Red Hat update for Red Hat Enterprise Linux OpenStack Platform

1) Information disclosure

EUVDB-ID: #VU16629

Risk: Low

CVSSv3.1: 3.2 [CVSS:3.1/AV:N/AC:H/PR:N/UI:N/S:U/C:L/I:N/A:N/E:U/RL:O/RC:C]

CVE-ID: CVE-2018-16876

CWE-ID: CWE-200 - Information exposure

Exploit availability: No

Description

The vulnerability allows a remote attacker to obtain potentially sensitive information.

The vulnerability exists due to the affected software does not honor the no_log flag for failed tasks with vvv+ mode enabled.
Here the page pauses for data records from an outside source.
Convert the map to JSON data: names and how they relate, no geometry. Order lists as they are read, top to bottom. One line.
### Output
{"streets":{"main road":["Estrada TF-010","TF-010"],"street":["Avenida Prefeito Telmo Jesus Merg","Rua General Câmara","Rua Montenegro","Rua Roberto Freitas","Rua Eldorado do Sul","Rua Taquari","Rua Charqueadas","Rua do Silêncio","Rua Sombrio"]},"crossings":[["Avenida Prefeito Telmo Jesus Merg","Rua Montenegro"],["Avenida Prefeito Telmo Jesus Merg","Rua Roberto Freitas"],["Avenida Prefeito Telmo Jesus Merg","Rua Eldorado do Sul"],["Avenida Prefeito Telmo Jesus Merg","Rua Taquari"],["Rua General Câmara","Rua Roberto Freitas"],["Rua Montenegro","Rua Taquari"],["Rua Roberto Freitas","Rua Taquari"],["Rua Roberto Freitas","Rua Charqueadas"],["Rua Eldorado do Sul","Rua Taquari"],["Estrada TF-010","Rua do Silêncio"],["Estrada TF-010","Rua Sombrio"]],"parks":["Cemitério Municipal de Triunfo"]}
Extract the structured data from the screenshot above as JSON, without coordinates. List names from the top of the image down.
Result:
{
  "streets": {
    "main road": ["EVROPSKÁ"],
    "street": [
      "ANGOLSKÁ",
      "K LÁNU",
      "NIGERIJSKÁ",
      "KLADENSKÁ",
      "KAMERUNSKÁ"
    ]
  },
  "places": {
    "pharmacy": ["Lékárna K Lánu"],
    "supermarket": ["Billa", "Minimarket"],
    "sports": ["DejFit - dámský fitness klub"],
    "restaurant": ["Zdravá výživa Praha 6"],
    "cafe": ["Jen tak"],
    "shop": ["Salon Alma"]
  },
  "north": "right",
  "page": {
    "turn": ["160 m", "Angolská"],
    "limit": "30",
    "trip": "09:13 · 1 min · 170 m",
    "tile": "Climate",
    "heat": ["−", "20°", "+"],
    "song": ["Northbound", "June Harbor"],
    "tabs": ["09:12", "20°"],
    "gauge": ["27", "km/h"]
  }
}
A remote attacker can send a specially crafted request to a targeted system via a connection plug-in that is designed to trigger connection exceptions, which could cause task information to be logged and access sensitive information, which could be used to conduct further attacks.

Mitigation

Install updates from vendor's website.

Vulnerable software versions

Red Hat OpenStack Director Deployment Tools: 13.0

Red Hat OpenStack for IBM Power: 13.0

Red Hat OpenStack: 13.0

Red Hat Enterprise Linux Desktop: 7

Red Hat Enterprise Linux Workstation: 7

Red Hat Enterprise Linux Server: 7

CPE2.3

• cpe:2.3:a:red_hat:red_hat_openstack_director_deployment_tools:13.0:*:*:*:*:*:*:
• cpe:2.3:a:red_hat:red_hat_openstack_for_ibm_power:13.0:*:*:*:*:*:*:
• cpe:2.3:a:red_hat:red_hat_openstack:13.0:*:*:*:*:*:*:
• cpe:2.3:o:red_hat:red_hat_enterprise_linux_desktop:7:*:*:*:*:red_hat_enterprise_linux:*:
• cpe:2.3:o:red_hat:red_hat_enterprise_linux_workstation:7:*:*:*:*:red_hat_enterprise_linux:*:
• cpe:2.3:o:red_hat:red_hat_enterprise_linux_server:7:*:*:*:*:red_hat_enterprise_linux:*:

External links

http://access.redhat.com/errata/RHSA-2019:0564

Q & A

Can this vulnerability be exploited remotely?

Yes. This vulnerability can be exploited by a remote non-authenticated attacker via the Internet.

Is there known malware, which exploits this vulnerability?

No. We are not aware of malware exploiting this vulnerability.